= Material provided =
────────────────────

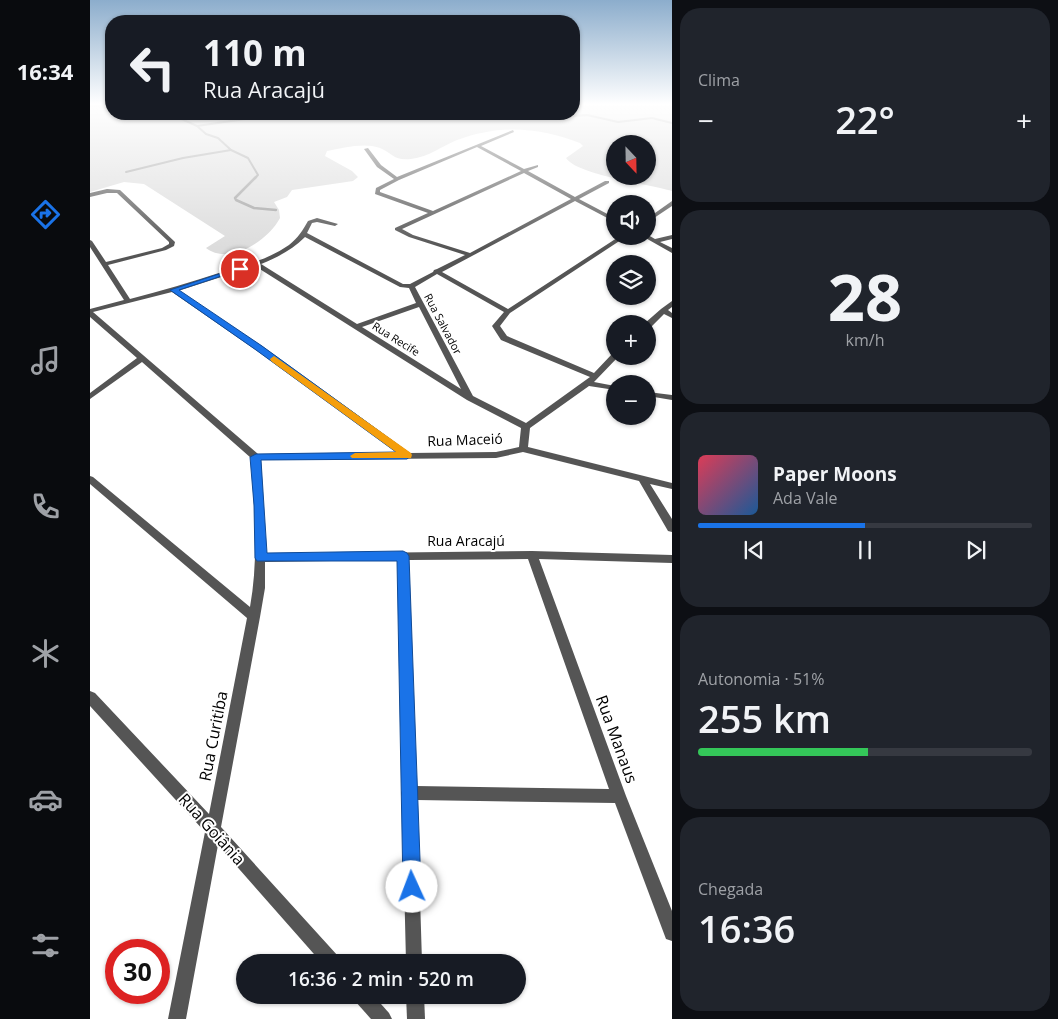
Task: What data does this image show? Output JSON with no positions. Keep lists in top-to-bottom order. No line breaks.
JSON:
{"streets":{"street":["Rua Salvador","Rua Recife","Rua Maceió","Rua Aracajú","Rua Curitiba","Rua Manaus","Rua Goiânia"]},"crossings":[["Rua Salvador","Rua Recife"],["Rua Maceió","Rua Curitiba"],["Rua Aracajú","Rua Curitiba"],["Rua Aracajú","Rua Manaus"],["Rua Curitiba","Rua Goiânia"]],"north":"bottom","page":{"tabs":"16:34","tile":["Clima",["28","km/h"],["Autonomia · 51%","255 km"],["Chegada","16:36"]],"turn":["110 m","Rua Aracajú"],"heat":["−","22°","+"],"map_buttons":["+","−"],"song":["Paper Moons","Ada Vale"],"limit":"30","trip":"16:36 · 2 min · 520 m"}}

────────────────────

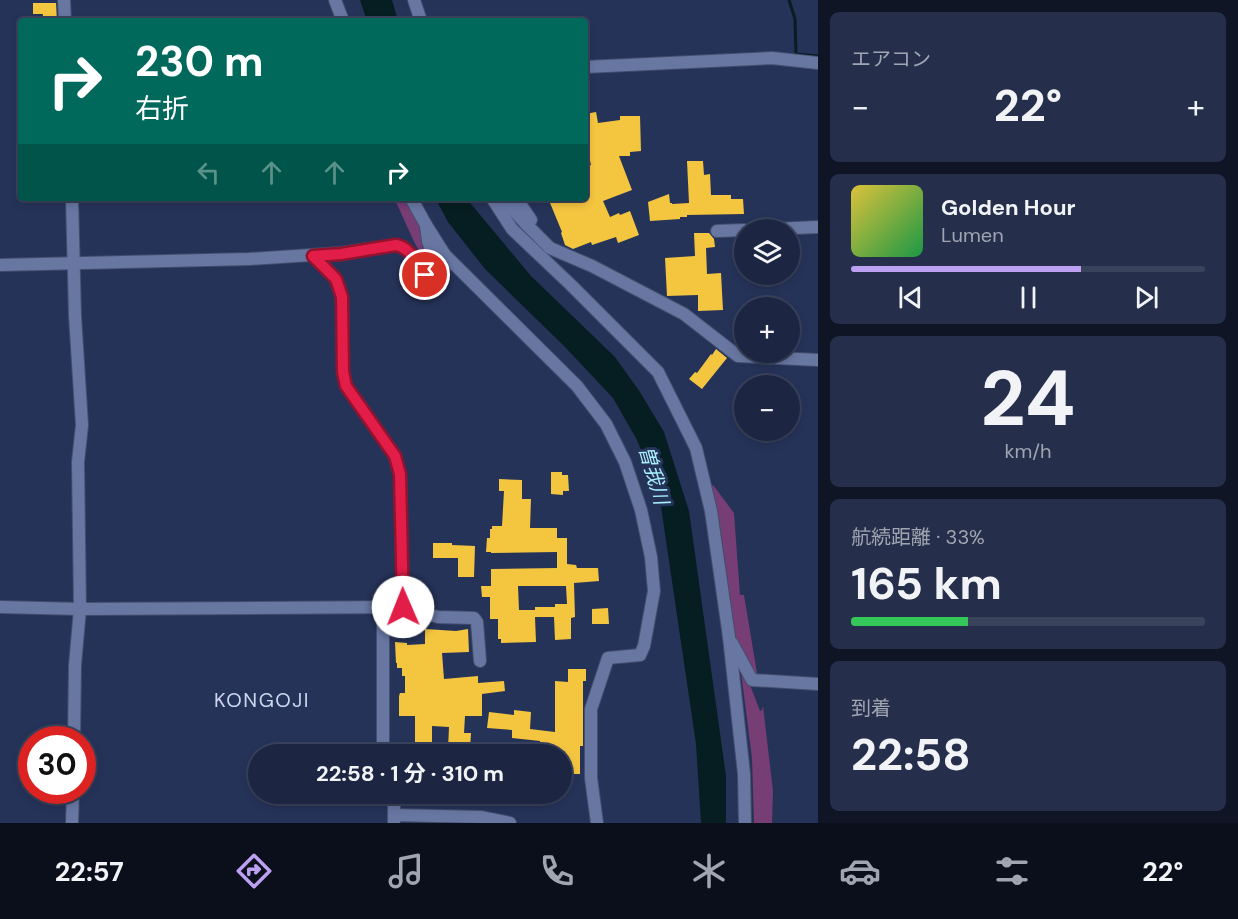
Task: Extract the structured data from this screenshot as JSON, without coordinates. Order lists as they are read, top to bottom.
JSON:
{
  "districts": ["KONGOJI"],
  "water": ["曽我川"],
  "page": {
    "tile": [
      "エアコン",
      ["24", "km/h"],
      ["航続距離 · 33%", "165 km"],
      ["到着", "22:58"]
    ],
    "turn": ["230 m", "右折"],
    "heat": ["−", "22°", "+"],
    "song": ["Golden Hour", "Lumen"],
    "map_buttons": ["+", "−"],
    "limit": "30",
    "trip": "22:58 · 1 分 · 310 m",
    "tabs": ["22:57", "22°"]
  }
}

────────────────────

= Task item =
What is the number of lines in the data that contain "this"? Write that number and nothing else.

= Expected answer =
2